-- Provided entries follows --

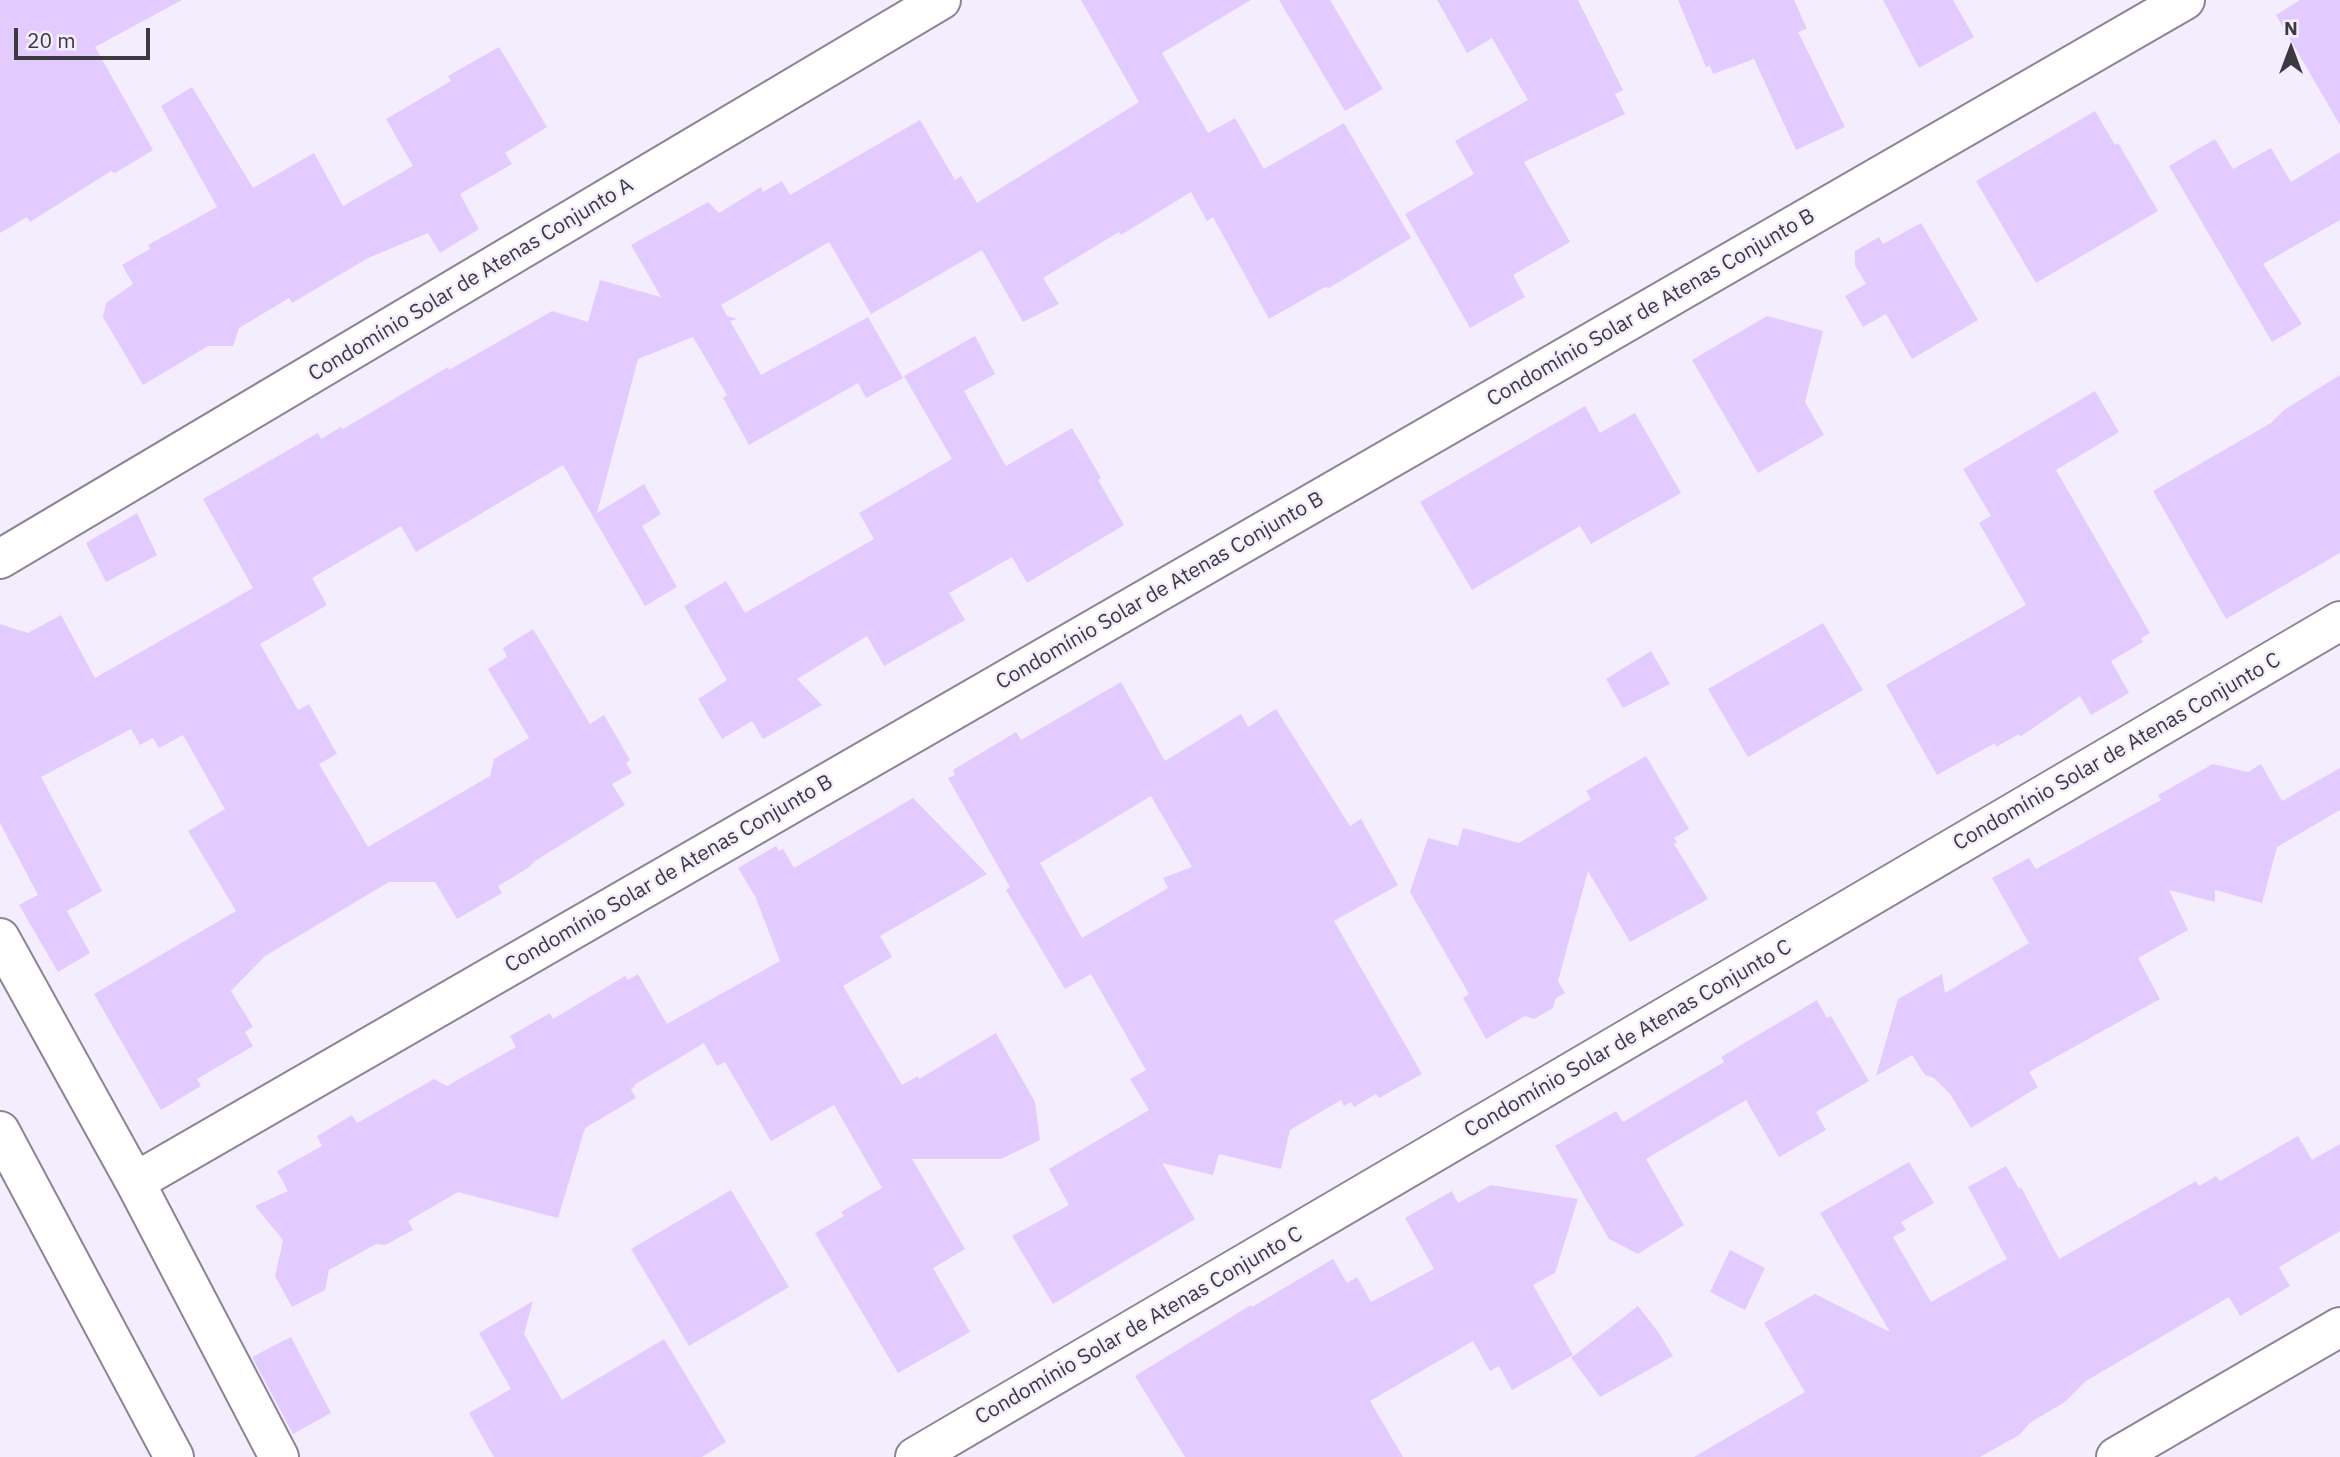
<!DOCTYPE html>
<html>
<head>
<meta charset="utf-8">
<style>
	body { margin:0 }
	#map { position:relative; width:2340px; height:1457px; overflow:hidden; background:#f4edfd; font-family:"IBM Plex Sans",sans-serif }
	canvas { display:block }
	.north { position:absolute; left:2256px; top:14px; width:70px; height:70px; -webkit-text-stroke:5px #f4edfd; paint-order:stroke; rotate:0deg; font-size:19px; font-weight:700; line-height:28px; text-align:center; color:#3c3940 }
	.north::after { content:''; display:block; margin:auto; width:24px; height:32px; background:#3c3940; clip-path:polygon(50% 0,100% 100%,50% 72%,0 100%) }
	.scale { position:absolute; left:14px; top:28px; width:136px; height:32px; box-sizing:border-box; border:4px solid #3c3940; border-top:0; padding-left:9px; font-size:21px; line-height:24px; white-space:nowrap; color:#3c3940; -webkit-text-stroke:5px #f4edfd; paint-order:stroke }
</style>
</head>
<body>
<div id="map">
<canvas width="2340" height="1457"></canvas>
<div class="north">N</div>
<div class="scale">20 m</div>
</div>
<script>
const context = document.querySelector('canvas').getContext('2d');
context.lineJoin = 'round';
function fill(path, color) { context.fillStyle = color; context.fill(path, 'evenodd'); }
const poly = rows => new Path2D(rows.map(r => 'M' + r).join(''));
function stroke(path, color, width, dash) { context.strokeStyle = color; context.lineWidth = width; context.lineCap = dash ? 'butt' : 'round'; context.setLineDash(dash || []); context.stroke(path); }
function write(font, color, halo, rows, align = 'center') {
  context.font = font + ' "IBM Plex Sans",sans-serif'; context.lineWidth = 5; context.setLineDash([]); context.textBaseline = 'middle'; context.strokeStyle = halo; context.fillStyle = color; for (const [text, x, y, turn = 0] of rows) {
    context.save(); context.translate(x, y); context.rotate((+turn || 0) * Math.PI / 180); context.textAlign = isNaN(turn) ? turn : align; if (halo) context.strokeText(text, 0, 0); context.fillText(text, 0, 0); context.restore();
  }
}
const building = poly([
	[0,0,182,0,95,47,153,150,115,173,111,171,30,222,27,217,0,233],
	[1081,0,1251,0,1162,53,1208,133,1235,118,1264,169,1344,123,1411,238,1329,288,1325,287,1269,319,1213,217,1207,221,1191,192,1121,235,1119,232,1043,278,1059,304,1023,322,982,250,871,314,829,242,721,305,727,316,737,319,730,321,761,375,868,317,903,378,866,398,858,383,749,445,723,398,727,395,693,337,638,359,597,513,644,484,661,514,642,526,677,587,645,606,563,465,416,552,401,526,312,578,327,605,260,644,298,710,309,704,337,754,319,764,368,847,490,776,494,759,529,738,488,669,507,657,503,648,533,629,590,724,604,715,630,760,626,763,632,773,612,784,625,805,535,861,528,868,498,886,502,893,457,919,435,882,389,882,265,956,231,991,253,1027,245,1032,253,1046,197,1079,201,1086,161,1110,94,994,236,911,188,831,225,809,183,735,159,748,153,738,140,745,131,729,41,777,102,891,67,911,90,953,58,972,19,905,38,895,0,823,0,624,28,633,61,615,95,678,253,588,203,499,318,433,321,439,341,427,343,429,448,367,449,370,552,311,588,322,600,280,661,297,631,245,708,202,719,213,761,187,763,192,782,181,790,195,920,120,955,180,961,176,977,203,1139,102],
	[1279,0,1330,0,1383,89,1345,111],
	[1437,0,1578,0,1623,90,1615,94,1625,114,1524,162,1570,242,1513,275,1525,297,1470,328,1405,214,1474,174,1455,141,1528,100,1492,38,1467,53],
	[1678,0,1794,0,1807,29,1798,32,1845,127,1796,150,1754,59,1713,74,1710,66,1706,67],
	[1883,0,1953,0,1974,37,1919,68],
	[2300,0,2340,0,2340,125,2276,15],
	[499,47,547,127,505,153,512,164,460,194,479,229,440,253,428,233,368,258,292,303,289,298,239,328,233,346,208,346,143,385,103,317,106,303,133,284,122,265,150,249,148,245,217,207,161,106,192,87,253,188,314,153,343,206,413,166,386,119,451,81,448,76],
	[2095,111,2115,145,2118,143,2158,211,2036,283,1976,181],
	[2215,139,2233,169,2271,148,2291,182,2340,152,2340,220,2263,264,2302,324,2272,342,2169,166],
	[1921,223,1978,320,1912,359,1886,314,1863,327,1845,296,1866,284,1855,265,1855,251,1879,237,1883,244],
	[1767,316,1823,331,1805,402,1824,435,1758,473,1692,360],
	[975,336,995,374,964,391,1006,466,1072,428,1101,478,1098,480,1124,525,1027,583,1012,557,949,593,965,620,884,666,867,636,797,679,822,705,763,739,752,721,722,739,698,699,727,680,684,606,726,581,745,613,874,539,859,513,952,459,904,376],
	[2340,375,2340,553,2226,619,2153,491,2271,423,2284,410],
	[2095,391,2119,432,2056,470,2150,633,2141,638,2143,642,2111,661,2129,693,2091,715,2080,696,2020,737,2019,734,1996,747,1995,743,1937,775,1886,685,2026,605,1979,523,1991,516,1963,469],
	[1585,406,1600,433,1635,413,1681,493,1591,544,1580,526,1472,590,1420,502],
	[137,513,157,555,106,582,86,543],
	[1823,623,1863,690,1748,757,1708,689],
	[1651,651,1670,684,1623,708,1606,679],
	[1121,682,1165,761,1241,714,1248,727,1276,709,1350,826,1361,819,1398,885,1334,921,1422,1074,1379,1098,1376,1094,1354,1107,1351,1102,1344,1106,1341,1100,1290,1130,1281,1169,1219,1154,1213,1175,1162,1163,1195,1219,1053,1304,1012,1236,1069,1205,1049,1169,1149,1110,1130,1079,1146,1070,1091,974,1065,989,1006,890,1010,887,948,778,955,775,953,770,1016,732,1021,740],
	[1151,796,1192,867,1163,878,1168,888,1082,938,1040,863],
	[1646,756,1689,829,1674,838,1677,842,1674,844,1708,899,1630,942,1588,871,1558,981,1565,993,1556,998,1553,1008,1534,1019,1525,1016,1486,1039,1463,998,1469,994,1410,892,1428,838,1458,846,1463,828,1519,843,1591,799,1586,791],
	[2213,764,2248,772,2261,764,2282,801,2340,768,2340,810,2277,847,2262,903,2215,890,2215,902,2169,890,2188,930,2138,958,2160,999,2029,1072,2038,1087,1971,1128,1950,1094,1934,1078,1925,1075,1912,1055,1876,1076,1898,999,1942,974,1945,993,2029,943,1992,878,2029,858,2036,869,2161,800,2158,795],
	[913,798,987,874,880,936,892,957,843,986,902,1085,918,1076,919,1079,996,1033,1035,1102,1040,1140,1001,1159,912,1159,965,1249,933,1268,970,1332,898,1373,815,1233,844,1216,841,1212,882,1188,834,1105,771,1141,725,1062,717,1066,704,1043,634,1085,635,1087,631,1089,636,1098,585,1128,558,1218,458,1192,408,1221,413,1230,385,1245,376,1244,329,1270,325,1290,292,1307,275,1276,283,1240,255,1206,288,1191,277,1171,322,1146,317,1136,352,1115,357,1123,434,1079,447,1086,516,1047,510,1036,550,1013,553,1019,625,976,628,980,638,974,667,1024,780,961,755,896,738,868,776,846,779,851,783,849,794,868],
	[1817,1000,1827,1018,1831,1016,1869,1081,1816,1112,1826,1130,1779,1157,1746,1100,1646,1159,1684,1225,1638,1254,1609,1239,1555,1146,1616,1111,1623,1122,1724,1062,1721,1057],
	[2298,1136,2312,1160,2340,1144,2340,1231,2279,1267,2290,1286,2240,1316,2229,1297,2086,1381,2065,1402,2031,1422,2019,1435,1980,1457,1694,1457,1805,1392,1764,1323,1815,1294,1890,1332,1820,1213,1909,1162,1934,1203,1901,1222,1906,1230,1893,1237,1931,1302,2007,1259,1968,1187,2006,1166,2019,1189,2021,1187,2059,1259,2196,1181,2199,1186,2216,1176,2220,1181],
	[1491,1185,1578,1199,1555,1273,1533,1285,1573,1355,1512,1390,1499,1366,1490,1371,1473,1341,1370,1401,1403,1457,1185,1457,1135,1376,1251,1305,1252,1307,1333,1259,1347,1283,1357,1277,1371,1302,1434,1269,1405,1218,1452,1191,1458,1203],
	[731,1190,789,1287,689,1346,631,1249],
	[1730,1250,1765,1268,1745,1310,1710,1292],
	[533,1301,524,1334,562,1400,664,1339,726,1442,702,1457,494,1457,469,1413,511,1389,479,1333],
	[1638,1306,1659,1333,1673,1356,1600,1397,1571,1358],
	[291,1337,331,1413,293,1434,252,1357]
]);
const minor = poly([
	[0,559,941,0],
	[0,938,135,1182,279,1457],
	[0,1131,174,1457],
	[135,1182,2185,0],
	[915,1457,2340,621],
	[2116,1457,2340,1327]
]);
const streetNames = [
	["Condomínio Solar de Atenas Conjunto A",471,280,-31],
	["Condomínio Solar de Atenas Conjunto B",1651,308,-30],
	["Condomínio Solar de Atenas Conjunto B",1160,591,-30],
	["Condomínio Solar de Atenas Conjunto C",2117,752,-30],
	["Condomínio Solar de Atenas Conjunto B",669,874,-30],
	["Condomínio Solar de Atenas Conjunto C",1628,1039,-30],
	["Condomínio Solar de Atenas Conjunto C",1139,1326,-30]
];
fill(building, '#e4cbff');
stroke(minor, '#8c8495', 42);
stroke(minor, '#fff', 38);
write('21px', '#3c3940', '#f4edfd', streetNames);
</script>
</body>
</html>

-- Provided entries concluded --
-- Provided entries follows --

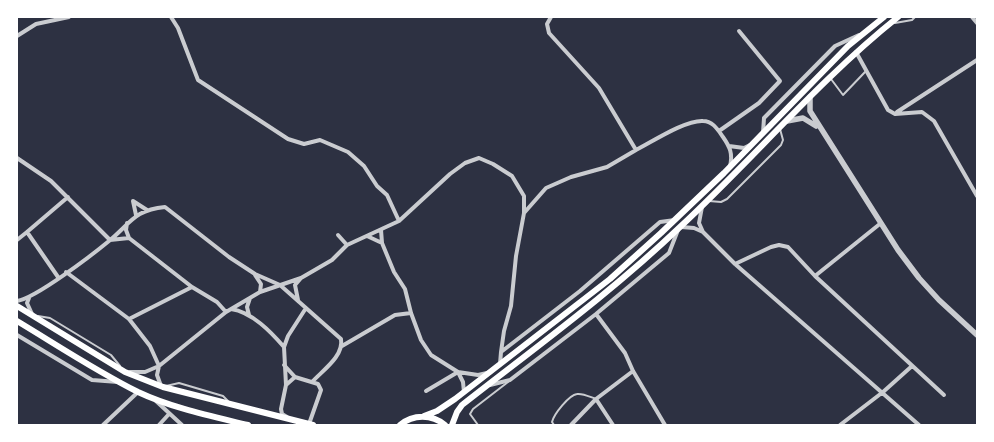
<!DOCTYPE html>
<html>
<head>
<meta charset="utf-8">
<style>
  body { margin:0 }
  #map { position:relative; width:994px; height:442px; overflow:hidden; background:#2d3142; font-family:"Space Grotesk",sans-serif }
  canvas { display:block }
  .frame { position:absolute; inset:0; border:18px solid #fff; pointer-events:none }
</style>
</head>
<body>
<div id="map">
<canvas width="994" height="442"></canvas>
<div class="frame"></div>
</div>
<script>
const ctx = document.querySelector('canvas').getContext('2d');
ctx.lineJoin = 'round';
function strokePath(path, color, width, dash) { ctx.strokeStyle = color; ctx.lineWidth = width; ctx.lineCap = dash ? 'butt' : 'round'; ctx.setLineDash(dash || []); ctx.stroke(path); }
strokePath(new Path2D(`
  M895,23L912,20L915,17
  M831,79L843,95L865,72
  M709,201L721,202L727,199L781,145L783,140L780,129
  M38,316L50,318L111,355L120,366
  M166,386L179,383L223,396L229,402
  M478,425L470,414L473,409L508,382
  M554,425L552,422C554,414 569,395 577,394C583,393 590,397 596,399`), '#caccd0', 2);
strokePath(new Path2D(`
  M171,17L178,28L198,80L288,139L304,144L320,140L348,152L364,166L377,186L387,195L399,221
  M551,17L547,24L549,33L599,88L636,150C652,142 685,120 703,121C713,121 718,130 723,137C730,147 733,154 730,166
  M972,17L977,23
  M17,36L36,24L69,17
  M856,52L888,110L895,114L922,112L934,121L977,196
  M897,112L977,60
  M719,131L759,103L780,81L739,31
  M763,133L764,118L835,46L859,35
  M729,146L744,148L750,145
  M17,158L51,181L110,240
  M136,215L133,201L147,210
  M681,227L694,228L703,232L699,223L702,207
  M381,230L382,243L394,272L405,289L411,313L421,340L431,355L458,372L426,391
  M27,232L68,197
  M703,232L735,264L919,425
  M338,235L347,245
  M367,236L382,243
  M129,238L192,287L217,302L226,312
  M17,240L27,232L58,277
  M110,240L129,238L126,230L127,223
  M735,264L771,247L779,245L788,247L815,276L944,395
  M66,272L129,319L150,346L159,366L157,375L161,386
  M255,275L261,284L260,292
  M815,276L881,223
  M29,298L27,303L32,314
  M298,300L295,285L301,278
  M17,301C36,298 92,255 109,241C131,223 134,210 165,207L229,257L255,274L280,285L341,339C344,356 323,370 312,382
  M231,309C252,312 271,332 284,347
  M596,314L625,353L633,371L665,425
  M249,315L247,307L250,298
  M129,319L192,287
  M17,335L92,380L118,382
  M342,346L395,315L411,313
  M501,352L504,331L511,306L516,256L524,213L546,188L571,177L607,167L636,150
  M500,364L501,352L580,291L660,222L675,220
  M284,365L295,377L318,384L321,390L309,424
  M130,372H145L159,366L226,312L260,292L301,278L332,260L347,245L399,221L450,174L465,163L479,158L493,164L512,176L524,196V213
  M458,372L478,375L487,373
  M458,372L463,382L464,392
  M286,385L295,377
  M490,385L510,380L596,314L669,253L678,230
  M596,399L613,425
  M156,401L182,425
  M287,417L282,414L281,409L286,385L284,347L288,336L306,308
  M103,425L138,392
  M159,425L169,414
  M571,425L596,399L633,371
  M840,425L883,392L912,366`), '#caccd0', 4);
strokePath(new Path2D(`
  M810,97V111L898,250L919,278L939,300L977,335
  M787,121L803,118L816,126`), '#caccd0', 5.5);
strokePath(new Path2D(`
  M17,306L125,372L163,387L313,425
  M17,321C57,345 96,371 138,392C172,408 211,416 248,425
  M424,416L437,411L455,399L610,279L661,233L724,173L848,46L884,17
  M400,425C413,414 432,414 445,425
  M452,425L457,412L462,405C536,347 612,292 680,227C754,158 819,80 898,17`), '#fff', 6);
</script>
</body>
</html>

-- Provided entries concluded --

Each line in the entries above, starting at the line with "M17,36L36,24L69,17" and ending at the line with "M156,401L182,425", is to be printed exactly, and only those lines.

  M17,36L36,24L69,17
  M856,52L888,110L895,114L922,112L934,121L977,196
  M897,112L977,60
  M719,131L759,103L780,81L739,31
  M763,133L764,118L835,46L859,35
  M729,146L744,148L750,145
  M17,158L51,181L110,240
  M136,215L133,201L147,210
  M681,227L694,228L703,232L699,223L702,207
  M381,230L382,243L394,272L405,289L411,313L421,340L431,355L458,372L426,391
  M27,232L68,197
  M703,232L735,264L919,425
  M338,235L347,245
  M367,236L382,243
  M129,238L192,287L217,302L226,312
  M17,240L27,232L58,277
  M110,240L129,238L126,230L127,223
  M735,264L771,247L779,245L788,247L815,276L944,395
  M66,272L129,319L150,346L159,366L157,375L161,386
  M255,275L261,284L260,292
  M815,276L881,223
  M29,298L27,303L32,314
  M298,300L295,285L301,278
  M17,301C36,298 92,255 109,241C131,223 134,210 165,207L229,257L255,274L280,285L341,339C344,356 323,370 312,382
  M231,309C252,312 271,332 284,347
  M596,314L625,353L633,371L665,425
  M249,315L247,307L250,298
  M129,319L192,287
  M17,335L92,380L118,382
  M342,346L395,315L411,313
  M501,352L504,331L511,306L516,256L524,213L546,188L571,177L607,167L636,150
  M500,364L501,352L580,291L660,222L675,220
  M284,365L295,377L318,384L321,390L309,424
  M130,372H145L159,366L226,312L260,292L301,278L332,260L347,245L399,221L450,174L465,163L479,158L493,164L512,176L524,196V213
  M458,372L478,375L487,373
  M458,372L463,382L464,392
  M286,385L295,377
  M490,385L510,380L596,314L669,253L678,230
  M596,399L613,425
  M156,401L182,425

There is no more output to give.